**What is being asked**
Copy each line of the listing where the word "with" can be found.

**Records provided**
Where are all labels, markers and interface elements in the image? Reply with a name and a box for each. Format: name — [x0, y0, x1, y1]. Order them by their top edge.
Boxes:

--

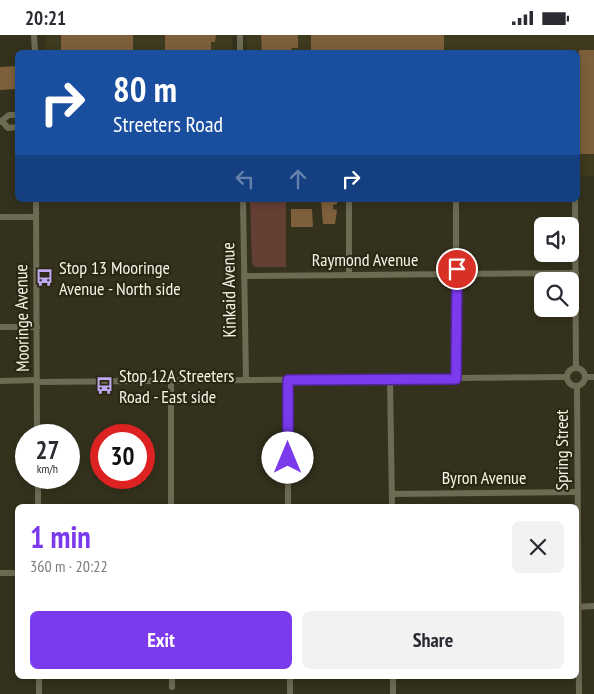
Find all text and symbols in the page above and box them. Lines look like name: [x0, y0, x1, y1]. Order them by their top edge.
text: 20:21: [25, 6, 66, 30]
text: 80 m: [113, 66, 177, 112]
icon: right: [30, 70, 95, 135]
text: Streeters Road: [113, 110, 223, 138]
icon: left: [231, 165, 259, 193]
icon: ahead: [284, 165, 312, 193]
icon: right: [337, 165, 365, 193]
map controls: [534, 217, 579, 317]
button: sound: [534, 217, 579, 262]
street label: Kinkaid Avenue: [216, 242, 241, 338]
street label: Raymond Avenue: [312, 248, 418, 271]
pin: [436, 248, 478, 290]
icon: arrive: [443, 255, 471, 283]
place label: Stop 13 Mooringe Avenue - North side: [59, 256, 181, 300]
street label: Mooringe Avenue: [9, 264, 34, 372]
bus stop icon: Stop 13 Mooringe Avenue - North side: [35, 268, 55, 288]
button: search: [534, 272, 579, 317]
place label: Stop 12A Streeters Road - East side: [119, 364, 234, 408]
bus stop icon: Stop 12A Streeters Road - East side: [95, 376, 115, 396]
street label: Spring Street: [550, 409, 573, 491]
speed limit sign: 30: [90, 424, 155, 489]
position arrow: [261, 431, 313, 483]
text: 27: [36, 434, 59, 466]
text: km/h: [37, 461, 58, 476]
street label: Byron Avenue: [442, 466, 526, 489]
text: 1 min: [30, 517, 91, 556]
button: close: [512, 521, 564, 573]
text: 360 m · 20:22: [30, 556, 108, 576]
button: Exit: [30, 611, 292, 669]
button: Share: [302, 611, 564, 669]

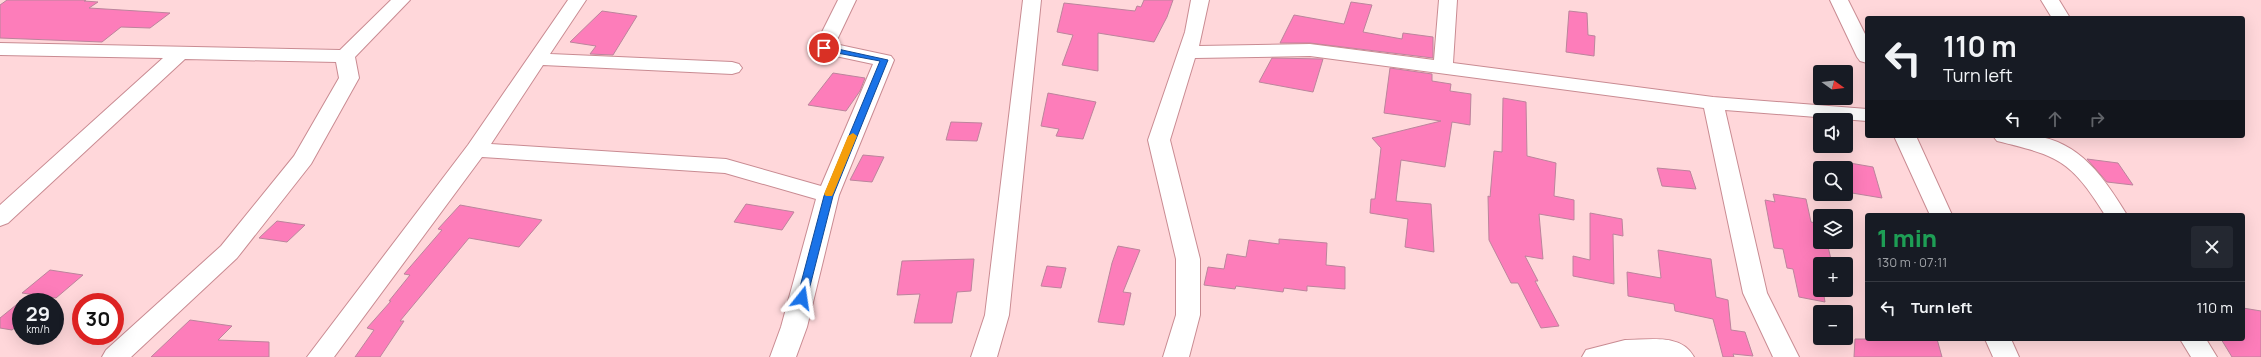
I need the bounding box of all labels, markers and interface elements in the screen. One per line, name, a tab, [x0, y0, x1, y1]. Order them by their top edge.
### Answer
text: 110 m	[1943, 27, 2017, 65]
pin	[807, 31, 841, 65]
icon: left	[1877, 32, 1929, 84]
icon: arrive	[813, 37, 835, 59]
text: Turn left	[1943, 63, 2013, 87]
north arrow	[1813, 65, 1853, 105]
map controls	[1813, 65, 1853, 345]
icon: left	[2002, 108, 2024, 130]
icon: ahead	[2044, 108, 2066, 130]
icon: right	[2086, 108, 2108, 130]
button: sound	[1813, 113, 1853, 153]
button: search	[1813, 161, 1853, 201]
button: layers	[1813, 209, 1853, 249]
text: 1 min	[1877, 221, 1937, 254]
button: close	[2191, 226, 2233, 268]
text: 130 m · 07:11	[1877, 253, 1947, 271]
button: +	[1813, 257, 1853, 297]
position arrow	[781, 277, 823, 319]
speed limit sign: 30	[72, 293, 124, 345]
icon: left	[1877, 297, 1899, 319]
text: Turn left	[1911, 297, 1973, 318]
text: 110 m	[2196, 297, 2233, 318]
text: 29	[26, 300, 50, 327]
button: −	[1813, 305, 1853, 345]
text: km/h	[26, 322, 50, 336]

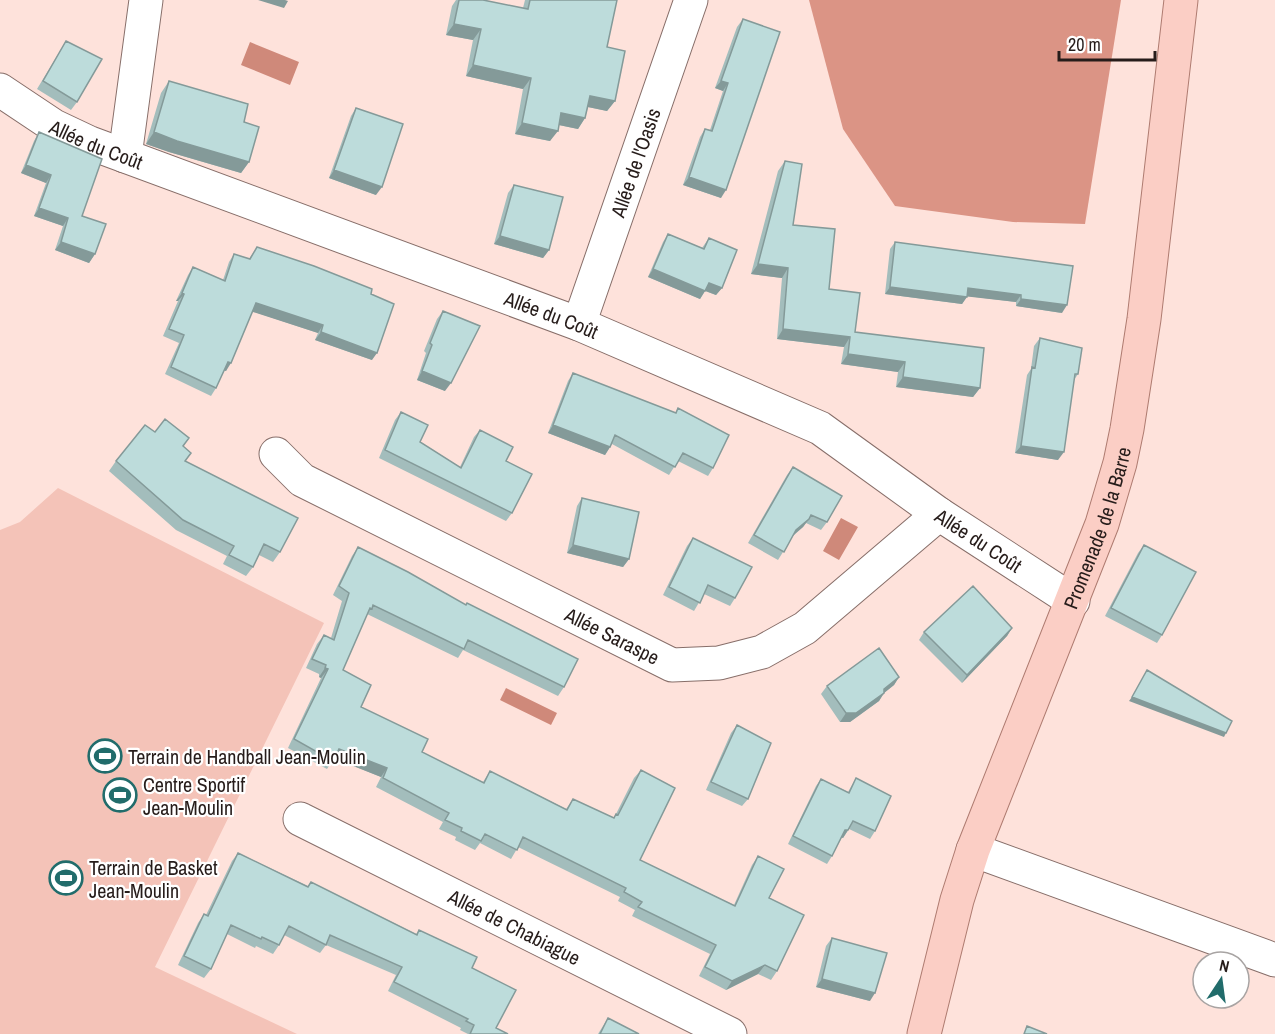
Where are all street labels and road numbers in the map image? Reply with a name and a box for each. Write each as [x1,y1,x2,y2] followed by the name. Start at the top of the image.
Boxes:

--

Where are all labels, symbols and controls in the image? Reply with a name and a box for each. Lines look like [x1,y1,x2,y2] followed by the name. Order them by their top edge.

**Your solution**
Where are all labels, markers and interface elements in the image? Reply with a name and a box for each. Format: name — [x0, y0, x1, y1]. Order them by their top edge.
Where are all street labels and road numbers in the map image? Reply with a name and a box for each. Write each as [x1,y1,x2,y2] followed by the name. Start at the top of the image.
Where are all labels, symbols and controls in the image? Reply with a name and a box for each. Lines look like [x1,y1,x2,y2] followed by the name. Order them by their top edge.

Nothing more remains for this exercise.